Cal Sr.’s Yard, a youth-sized replica of Oriole Park at Camden Yards, is where the camp begins for the day. After morning warm-ups and stretches, the campers break into groups. Groups rotate through stations located throughout the many fields in the Ripken Stadium campus. Each station is designed to isolate a specific skill, helping the campers learn the game at a fundamental level. The latter half of the day is then spent playing instructional scrimmage games, where camp instructors are able to analyze player’s abilities and provide them with feedback. Many acknowledge the quality of instruction as being outstanding.
“Part of our philosophy here at the camp is to make sure the kids have fun, and expose them to all the teaching that I had. The most important thing for [the campers] is we hope to encourage them to play more baseball and have baseball play more into their lives,” said Ripken at a Citi Bank Private Pass event, which provided Citi customers with an exclusive meet-and-greet opportunity.
More than 300 campers participated in the July 16-19 camp session, one of several being held throughout the summer. A stroll through the parking lot reveals the camps geographic reach: License plates from Tennessee, Pennsylvania, New York and Massachusetts could be spotted in one aisle of cars alone.
George and Kathleen Allen from Oswego, N.Y., have been thrilled with the camp’s caliber, making their attendance a family tradition. “This is our fifth year here,” said George. “The teaching fundamentals they have here and the repeatability of it is great. It’s a great complex with great facilities.” While George and Kathleen’s two sons attend the camp, learning position-specific fundamentals from some of baseball’s best teachers and all-stars, the rest of the family likes watching them and exploring the shopping and restaurants in the Aberdeen area. “We get some family time, and the boys are very interested in baseball, so it’s nice to watch them do something they enjoy,” added George.
But, why travel so far? Aberdeen is a hike from the Allen’s Oswego home. According to George, baseball camps near his family’s home are “only half-day camps.” James Zeoli, a Boston-area resident whose son Chris attended the Ripken camp, has had similar problems trying to find a camp of this caliber near him. “Camps on par with this one are probably in California, Texas, Arizona, and Florida – much farther from here. I can’t believe there’s not another one up in my area – as far as I can tell [this camp] is pretty unique to this part of the country.”
The Ripken camp has developed a reputation for quality and excellence but Ripken focuses more on the camp’s work than its competitors. “You know, I should probably know who the competitors are, but I didn’t do it for that reason,” Ripken said. “There was more of a philanthropic view, where you’re using your position as an athlete to give kids the experience that you had – I’m talking about the Big League experience.”

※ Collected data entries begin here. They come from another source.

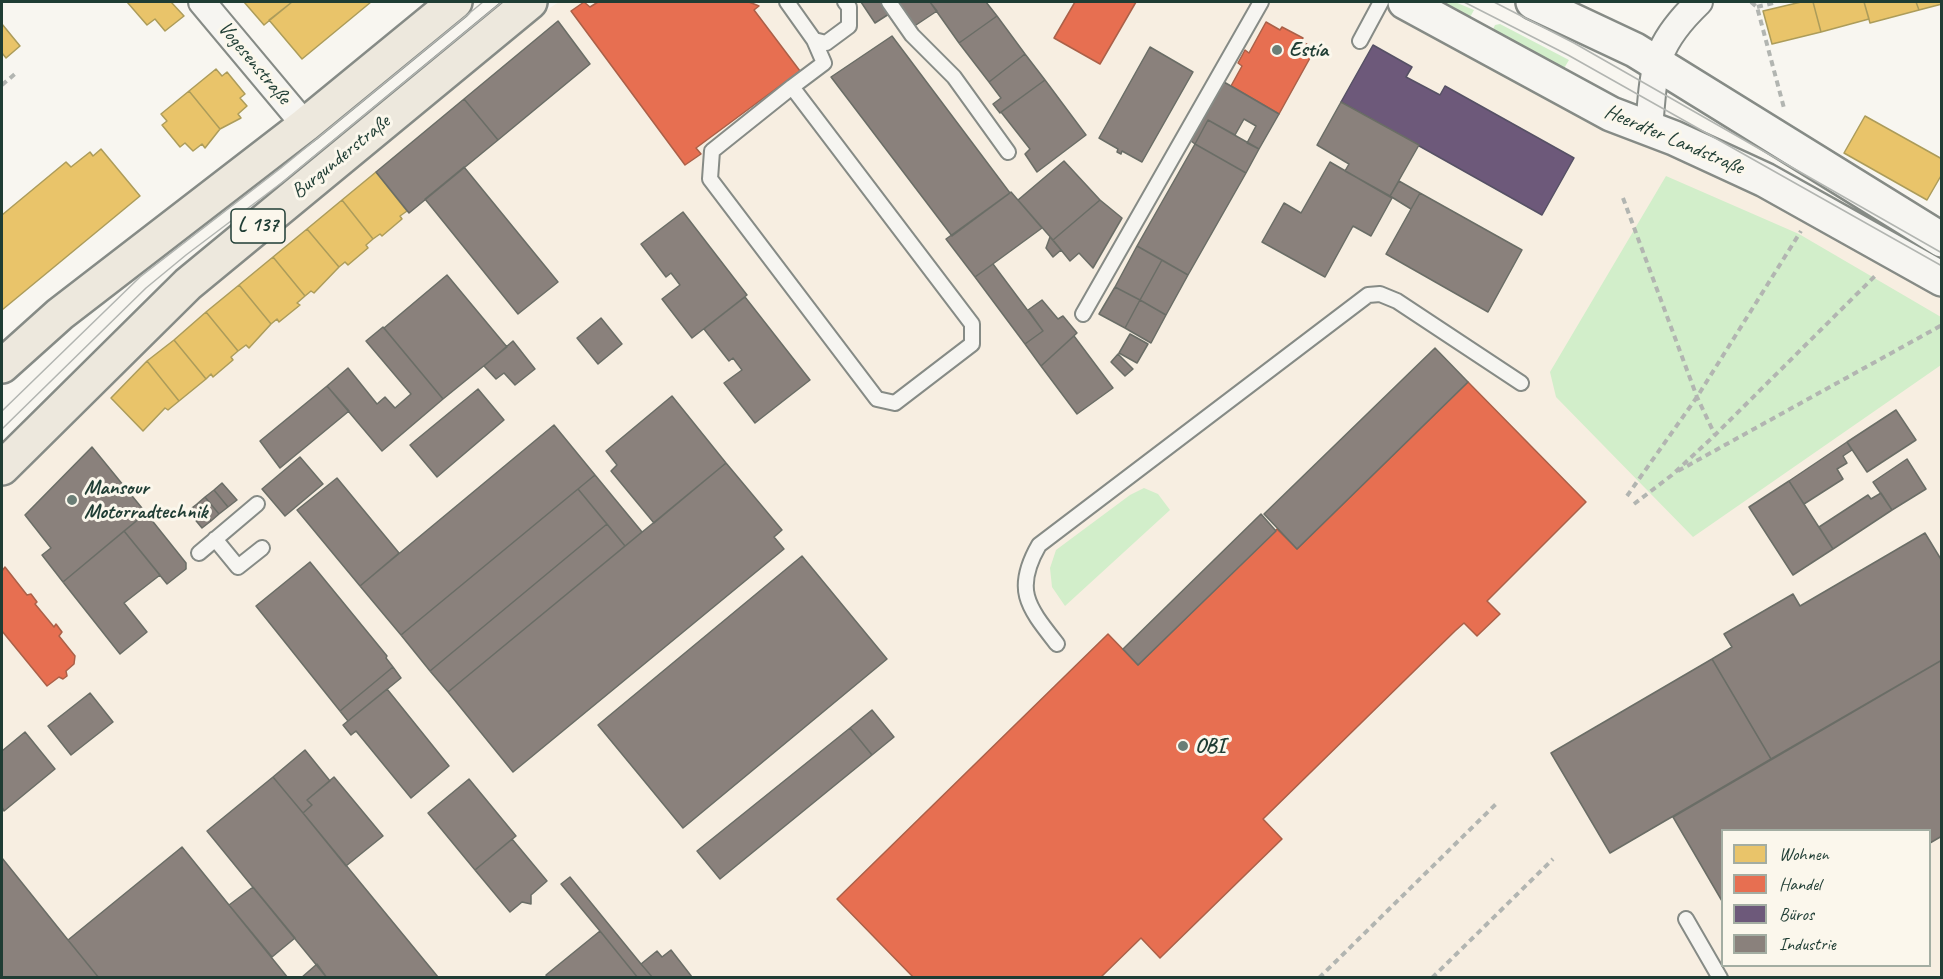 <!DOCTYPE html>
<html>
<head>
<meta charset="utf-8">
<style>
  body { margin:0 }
  #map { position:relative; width:1943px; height:979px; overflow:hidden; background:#f8f6f0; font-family:Caveat,sans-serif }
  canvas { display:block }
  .frame { position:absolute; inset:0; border:3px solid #1f3d34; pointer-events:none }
  .legend { position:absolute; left:1721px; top:829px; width:210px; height:138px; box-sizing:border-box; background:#fbf7ec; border:2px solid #a3ada2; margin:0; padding:8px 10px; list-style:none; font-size:18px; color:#1f3d34 }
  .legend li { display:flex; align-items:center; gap:12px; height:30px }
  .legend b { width:30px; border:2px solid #a3ada2 }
</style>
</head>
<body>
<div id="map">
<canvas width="1943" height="979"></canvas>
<div class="frame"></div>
<ul class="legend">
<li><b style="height:16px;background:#e9c46a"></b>Wohnen</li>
<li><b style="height:16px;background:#e76f51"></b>Handel</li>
<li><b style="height:16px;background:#6d597a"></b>Büros</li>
<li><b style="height:16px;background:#8a817c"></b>Industrie</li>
</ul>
</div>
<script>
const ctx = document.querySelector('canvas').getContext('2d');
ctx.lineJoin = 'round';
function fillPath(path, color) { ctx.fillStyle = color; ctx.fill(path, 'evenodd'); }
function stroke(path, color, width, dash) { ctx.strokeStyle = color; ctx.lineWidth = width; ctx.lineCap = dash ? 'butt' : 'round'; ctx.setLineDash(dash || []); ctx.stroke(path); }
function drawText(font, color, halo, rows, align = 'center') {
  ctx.font = font + ' Caveat,sans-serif'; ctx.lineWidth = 6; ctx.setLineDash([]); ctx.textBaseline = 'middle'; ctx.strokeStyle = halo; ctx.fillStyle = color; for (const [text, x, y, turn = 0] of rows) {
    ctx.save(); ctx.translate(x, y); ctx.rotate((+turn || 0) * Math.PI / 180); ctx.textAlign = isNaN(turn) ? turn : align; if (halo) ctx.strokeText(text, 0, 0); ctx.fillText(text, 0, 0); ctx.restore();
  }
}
const built = new Path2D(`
  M 559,2 L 1385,2 L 1632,141 L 1767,197 L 1941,296 L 1941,977 L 2,978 L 2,479 L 139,343 L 512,32 ZM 1722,830 L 1930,830 L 1930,966 L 1722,966 Z`);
const green = new Path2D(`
  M 1426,2 L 1455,2 L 1474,10 L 1468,21 Z
  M 1500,24 L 1569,60 L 1560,75 L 1490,36 L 1495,25 Z
  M 1666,176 L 1799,234 L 1941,317 L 1941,365 L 1693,537 L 1556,397 L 1550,372 Z
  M 1144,488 L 1158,494 L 1170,510 L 1065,606 L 1052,587 L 1050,568 L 1056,550 L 1130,495 Z`);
const homes = new Path2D(`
  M 127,2 L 171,2 L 184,16 L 165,31 L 155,19 L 147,25 Z
  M 244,2 L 292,2 L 264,25 Z
  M 292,2 L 371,2 L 302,59 L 269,20 Z
  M 1801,2 L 1813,2 L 1821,32 L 1772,44 L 1763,11 Z
  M 1813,2 L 1864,2 L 1869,19 L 1821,32 Z
  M 1864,2 L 1916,2 L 1919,10 L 1870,23 Z
  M 1916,2 L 1942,2 L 1942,4 L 1919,10 Z
  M 2,24 L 20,46 L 6,58 L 2,53 Z
  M 216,69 L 222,76 L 227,72 L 245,94 L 240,98 L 247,106 L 238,114 L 241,118 L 220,129 L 189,91 Z
  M 189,91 L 220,129 L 205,148 L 202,144 L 193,151 L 185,143 L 180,147 L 162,125 L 167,121 L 161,114 Z
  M 1865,116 L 1942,159 L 1942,174 L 1927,200 L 1844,153 Z
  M 101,149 L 140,196 L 2,310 L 2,215 L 66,162 L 71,167 L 90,152 L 93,156 Z
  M 376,172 L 407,211 L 400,216 L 402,219 L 382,236 L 380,234 L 373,239 L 342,200 Z
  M 342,200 L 373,239 L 366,245 L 368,248 L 348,265 L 345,262 L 339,267 L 307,229 Z
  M 307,229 L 339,267 L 314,293 L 311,291 L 305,296 L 273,257 Z
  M 273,257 L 305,296 L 297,303 L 300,305 L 279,322 L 277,319 L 271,324 L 239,285 Z
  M 239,285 L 271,324 L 249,348 L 246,345 L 238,351 L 206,312 Z
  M 206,312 L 238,351 L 231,357 L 233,360 L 213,377 L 211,374 L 206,379 L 174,340 Z
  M 174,340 L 206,379 L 179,401 L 147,361 Z
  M 147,361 L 179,401 L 168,410 L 165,408 L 143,431 L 111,398 Z`);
const shops = new Path2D(`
  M 584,2 L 590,7 L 598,2 L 749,2 L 759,6 L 754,10 L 800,71 L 696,148 L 701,154 L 685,165 L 571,11 Z
  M 1075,2 L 1136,2 L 1100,64 L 1054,38 Z
  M 1266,22 L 1280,30 L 1282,27 L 1303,38 L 1301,41 L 1315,49 L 1279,114 L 1231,86 L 1242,66 L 1238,63 L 1245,50 L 1249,53 Z
  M 1468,382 L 1586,502 L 1487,601 L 1500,614 L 1477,636 L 1464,623 L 1455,631 L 1263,819 L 1282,839 L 1160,958 L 1141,938 L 1100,978 L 914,978 L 837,899 L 1108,634 L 1138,665 L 1277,529 L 1297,549 Z
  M 5,567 L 27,595 L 31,594 L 37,602 L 35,604 L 54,627 L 56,624 L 62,632 L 59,636 L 75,656 L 74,664 L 66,671 L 67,676 L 63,679 L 59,677 L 47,686 L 2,631 L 2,571 Z`);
const offices = new Path2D(`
  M 1373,45 L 1412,67 L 1406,77 L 1440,95 L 1445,86 L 1574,158 L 1542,215 L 1341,102 Z`);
const industry = new Path2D(`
  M 861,2 L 881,2 L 889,14 L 875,23 Z
  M 896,2 L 930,2 L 937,11 L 913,27 Z
  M 930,2 L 986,2 L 997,16 L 959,43 Z
  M 997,16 L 1025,54 L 989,82 L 959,43 Z
  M 558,21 L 590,64 L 498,140 L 464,99 Z
  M 892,36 L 1010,193 L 952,236 L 831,77 Z
  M 1150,47 L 1193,72 L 1142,162 L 1122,151 L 1121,154 L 1117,152 L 1118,149 L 1099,138 Z
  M 1025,54 L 1045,80 L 1000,113 L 993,104 L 1001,98 L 989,82 Z
  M 1045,80 L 1086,135 L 1037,172 L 1025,154 L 1030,149 L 1001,112 Z
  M 1224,82 L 1279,114 L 1259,149 L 1247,143 L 1256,126 L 1244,119 L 1235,135 L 1208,120 L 1195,144 L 1191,141 Z
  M 464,99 L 498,140 L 409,213 L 376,172 Z
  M 1341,102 L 1419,145 L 1390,196 L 1345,171 L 1349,164 L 1317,145 Z
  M 1208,120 L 1259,149 L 1246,173 L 1195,144 Z
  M 1195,144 L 1246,173 L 1188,275 L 1137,246 Z
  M 1064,161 L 1100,200 L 1053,240 L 1018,200 Z
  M 1330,162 L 1392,198 L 1371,236 L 1353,226 L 1325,277 L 1262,242 L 1284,203 L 1301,213 Z
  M 464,167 L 558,282 L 518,314 L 425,199 Z
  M 1399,181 L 1420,193 L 1411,209 L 1390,196 Z
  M 1011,192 L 1042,228 L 975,277 L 946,239 Z
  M 1420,193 L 1522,250 L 1488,312 L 1386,254 Z
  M 1100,200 L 1122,218 L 1093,268 L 1079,253 L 1070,261 L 1053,240 Z
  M 683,212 L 747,295 L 692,338 L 662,299 L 680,285 L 671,273 L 666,277 L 641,244 Z
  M 1050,237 L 1061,250 L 1053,257 L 1046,248 Z
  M 1137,246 L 1162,260 L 1140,300 L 1115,287 Z
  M 1162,260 L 1188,275 L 1166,315 L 1140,300 Z
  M 993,264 L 1043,331 L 1025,344 L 975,277 Z
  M 447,275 L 507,347 L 443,399 L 384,328 Z
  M 1115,287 L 1140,300 L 1125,328 L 1099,314 Z
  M 745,297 L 810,380 L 755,423 L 724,383 L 742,370 L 733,358 L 729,361 L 704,329 Z
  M 1042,300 L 1058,319 L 1063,316 L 1077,333 L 1041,366 L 1025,344 L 1043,331 L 1028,310 Z
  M 1140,300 L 1166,315 L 1151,343 L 1125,328 Z
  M 601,318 L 622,344 L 598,364 L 577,338 Z
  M 383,327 L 443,399 L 382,451 L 327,386 L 348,368 L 377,404 L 385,397 L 395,408 L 411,394 L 366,341 Z
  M 1130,334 L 1148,344 L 1137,363 L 1119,353 Z
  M 1074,336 L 1113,388 L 1077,414 L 1041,366 Z
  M 513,341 L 535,369 L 515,385 L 504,373 L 496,379 L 484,366 Z
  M 1435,348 L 1468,382 L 1297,549 L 1264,514 Z
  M 1118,354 L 1133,369 L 1125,376 L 1111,362 Z
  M 327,386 L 349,411 L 280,468 L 260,441 Z
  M 478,389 L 504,420 L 437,477 L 410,445 Z
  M 672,396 L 726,463 L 654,523 L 611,471 L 617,465 L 606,451 Z
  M 1896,410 L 1916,440 L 1867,472 L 1847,442 Z
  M 554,425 L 595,475 L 401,635 L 360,586 Z
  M 1847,442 L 1852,450 L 1843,456 L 1847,463 L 1837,469 L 1843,479 L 1804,504 L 1789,481 Z
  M 92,447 L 146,513 L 63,582 L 42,555 L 51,548 L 25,515 Z
  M 300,457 L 323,484 L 285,516 L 262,489 Z
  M 1907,459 L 1926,489 L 1892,510 L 1873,482 Z
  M 726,463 L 782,530 L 774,537 L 784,549 L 513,772 L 448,692 Z
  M 595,475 L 642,532 L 625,546 L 578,489 Z
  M 337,478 L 399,553 L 360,586 L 297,510 Z
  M 1789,481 L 1833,549 L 1793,575 L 1749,507 Z
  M 222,483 L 237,500 L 228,507 L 214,490 Z
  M 578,489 L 607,524 L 430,671 L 401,635 Z
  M 214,490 L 228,507 L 219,514 L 205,497 Z
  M 1881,493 L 1892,510 L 1833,549 L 1819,527 L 1868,495 L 1871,499 Z
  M 205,497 L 219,514 L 211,521 L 197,504 Z
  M 197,504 L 211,521 L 202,528 L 188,511 Z
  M 146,513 L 186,563 L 186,569 L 167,584 L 124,531 Z
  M 1261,514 L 1276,531 L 1138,665 L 1123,649 Z
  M 607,524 L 625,546 L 448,692 L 430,671 Z
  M 124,531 L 160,575 L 124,603 L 147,632 L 120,654 L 63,582 Z
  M 1925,533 L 1942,561 L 1942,660 L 1771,759 L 1712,659 L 1732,647 L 1724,634 L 1793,594 L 1800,606 Z
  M 802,556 L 887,659 L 683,828 L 598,725 Z
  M 310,562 L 387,656 L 386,658 L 393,667 L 340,711 L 256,606 Z
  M 1712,659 L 1771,759 L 1610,853 L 1551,753 Z
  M 1942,660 L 1942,836 L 1930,843 L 1930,830 L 1722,830 L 1722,901 L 1673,817 Z
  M 393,667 L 401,678 L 348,721 L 340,711 Z
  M 387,689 L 449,766 L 411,798 L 356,731 L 351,735 L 343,725 Z
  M 90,693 L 113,722 L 71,755 L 48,726 Z
  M 872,710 L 894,737 L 872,755 L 850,728 Z
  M 850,728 L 872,755 L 720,879 L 697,851 Z
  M 25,732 L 55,769 L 4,811 L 2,807 L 2,751 Z
  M 305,750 L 330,781 L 307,800 L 312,805 L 303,813 L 273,777 Z
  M 273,777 L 303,813 L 438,977 L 327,978 L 207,831 Z
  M 334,777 L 383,836 L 346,866 L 303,813 L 312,805 L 307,800 Z
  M 469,779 L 516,836 L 475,870 L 428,813 Z
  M 512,839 L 547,881 L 531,895 L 531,904 L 522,902 L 510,912 L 475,870 Z
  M 182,847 L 229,905 L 288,978 L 99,978 L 68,940 Z
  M 2,858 L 68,940 L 99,978 L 2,978 Z
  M 570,877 L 641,964 L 653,978 L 638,978 L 600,931 L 561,884 Z
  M 253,887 L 295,938 L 272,957 L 229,905 Z
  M 600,931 L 638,978 L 548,978 L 546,975 Z
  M 671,950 L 692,977 L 691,978 L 653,978 L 641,964 L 657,951 L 662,957 Z
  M 317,964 L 327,978 L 301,978 Z`);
const path = new Path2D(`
  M 1751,2 L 1757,7 L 1784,108
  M 1757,7 L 1777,2
  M 2,85 L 16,73
  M 1623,198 L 1697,397 L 1715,435
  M 1678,471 L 1942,325
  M 1627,496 L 1697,397 L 1801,231
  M 1634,504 L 1672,475 L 1715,435 L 1877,274
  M 1319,978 L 1497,803
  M 1432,978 L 1553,859`);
const service = new Path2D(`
  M 787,2 L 814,40 L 824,63 L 792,87 L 972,324 L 972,344 L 895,403 L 877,399 L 710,179 L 712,151 L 792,87
  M 889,2 L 912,35 L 954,77 L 1008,152
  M 814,40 L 826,43 L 849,26 L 849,7 L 845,2
  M 1360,41 L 1381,2
  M 1083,314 L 1261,2
  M 215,539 L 238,567 L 262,548
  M 199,553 L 257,504
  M 1057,644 C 1028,607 1013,590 1039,545 L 1368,295 L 1380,294 L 1397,301 L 1521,383
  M 1686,919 L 1720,978`);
const minor = new Path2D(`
  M 202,2 L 305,125
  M 1649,129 C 1654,68 1653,46 1699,2`);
const secondary = new Path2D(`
  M 1405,2 L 1611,114 L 1674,138 L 1765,180 L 1942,279
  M 1533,2 L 1635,50 L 1942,240`);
const primary = new Path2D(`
  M 2,366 L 60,314 L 305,125 L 455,2
  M 2,468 L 188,284 L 530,2`);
const tram = new Path2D(`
  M 1464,2 L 1568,55 L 1942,266
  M 1494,2 L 1574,43 L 1942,253
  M 2,411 L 140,277 L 281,168 L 483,2
  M 2,429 L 146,288 L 186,255 L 284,181 L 502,2`);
const markers = [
  [1277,50,6,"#6b7e76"],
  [72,500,6,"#6b7e76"],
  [1183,746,6,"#6b7e76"]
];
const shields = [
  [258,226,54]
];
const shieldNames = [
  ["L 137",258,226]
];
const poiNames = [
  ["Estía",1289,50],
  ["Mansour",84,488],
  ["Motorradtechnik",84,512],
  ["OBI",1195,746]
];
const streetNames = [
  ["Vogesenstraße",254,63,50],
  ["Heerdter Landstraße",1674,140,23],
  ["Burgunderstraße",341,157,-39]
];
fillPath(built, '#f7eee1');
fillPath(green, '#d2eeca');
fillPath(homes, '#e9c46a');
stroke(homes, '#ac9c5a', 1.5);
fillPath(shops, '#e76f51');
stroke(shops, '#ab6048', 1.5);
fillPath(offices, '#6d597a');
stroke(offices, '#565165', 1.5);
fillPath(industry, '#8a817c');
stroke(industry, '#6a6d66', 1.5);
stroke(service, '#868b86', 18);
stroke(minor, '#868b86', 30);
stroke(secondary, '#868b86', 38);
stroke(primary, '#868b86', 38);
stroke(path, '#b2b5b1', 4, [6, 4.5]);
stroke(service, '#f6f5f1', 14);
stroke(minor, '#f6f5f1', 26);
stroke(secondary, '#f6f5f1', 33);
stroke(primary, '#ede8dd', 33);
stroke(tram, '#b2b5b1', 1.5);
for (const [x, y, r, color] of markers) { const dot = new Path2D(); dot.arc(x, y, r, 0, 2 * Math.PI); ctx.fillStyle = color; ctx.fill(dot); stroke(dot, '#fbf7ec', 2); }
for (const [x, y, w] of shields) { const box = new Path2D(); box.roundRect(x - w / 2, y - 17, w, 34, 4.5); ctx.fillStyle = '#fbf7ec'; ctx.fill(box); stroke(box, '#1f3d34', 1.5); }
drawText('bold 20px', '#1f3d34', null, shieldNames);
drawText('bold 21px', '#1f3d34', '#fbf7ec', poiNames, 'left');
drawText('21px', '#1f3d34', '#fbf7ec', streetNames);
</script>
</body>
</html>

Ripken’s love for baseball, along with his desire to do anything he can to improve the lives of young people, penetrates every aspect of the camp. While the camp’s focus is on improving the skills of the players in attendance, it’s also focused on ensuring a fun, memorable time for all. “I think at first we thought [the camp] was going to be all about the serious baseball players, but if you look around it’s just people that love baseball,” said Ripken, adding that he hopes every camper leaves with a deeper appreciation for the game. “Through this camp, if we’re exposing [campers], through our teaching, to some of the deeper meanings of the game, then we’re making them love the game a little bit more.”